**What to do**
Gather each line of the entries below that includes "Antonio".

════════════════

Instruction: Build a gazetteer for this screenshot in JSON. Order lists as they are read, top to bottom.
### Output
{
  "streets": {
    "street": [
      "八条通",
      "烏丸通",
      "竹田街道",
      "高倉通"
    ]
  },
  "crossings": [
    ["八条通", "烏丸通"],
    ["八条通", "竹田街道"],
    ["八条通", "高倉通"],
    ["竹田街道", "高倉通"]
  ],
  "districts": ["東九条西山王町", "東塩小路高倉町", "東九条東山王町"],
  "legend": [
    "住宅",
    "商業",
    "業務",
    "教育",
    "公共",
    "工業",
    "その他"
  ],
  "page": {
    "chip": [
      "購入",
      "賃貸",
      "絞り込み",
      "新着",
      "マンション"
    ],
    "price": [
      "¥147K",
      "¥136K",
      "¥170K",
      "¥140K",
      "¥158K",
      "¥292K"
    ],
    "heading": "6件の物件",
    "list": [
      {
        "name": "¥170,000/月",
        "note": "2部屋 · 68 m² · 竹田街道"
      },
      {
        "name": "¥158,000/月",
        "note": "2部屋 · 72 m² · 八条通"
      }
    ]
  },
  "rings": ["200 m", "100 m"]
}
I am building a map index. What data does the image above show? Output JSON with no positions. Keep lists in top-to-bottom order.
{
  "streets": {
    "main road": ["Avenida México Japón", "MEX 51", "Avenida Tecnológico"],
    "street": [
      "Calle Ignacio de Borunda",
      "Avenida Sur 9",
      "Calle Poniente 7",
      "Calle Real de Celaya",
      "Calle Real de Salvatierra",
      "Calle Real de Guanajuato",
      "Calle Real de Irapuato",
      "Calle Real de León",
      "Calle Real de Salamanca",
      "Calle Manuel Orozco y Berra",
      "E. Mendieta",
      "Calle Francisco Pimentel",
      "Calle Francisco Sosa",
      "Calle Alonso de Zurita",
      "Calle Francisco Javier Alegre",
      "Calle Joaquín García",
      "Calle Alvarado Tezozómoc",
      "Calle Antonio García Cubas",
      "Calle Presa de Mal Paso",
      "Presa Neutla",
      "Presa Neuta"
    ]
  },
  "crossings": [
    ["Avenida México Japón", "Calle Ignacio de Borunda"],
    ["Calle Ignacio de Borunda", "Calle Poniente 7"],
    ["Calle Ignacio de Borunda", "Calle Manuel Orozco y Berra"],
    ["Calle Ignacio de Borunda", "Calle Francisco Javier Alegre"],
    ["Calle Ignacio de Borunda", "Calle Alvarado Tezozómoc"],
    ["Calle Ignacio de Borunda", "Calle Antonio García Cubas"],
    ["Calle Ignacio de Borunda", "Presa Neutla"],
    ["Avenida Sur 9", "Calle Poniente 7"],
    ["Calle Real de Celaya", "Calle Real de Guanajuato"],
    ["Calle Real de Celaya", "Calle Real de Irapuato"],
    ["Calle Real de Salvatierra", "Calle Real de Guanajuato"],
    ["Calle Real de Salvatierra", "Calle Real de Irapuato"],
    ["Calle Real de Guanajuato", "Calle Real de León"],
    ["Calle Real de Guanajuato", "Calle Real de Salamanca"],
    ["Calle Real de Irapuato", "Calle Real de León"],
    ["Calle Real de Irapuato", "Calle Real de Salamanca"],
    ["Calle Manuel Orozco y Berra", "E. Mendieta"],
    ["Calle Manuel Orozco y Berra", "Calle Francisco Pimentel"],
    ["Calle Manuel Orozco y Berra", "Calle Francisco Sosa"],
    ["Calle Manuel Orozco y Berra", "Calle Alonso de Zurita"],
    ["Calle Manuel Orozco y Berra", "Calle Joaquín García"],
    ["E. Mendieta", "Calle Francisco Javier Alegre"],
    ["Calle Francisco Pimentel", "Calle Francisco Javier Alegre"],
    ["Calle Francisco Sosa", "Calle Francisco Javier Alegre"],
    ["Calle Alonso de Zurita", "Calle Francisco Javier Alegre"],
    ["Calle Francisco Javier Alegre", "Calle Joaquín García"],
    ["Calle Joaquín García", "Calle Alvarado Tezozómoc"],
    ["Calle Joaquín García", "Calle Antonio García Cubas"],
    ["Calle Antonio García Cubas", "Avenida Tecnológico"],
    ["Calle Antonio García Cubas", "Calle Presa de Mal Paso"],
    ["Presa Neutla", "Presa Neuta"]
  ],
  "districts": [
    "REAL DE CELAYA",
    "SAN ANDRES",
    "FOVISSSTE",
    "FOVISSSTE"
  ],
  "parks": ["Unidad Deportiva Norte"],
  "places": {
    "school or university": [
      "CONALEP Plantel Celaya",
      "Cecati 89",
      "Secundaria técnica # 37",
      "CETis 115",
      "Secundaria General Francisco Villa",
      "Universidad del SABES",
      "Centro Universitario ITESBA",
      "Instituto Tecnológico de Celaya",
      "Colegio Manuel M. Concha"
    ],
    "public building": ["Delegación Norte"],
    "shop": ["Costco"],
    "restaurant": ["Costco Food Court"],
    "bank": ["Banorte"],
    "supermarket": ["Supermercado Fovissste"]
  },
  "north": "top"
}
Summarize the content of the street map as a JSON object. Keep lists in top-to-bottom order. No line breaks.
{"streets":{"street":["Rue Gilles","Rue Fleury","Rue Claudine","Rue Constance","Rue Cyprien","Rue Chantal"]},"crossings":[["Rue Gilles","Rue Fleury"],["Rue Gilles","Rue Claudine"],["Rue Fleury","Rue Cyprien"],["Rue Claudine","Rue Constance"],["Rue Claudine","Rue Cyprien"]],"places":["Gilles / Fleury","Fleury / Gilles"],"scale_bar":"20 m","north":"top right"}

════════════════

**Task output**
      "Calle Antonio García Cubas",
    ["Calle Ignacio de Borunda", "Calle Antonio García Cubas"],
    ["Calle Joaquín García", "Calle Antonio García Cubas"],
    ["Calle Antonio García Cubas", "Avenida Tecnológico"],
    ["Calle Antonio García Cubas", "Calle Presa de Mal Paso"],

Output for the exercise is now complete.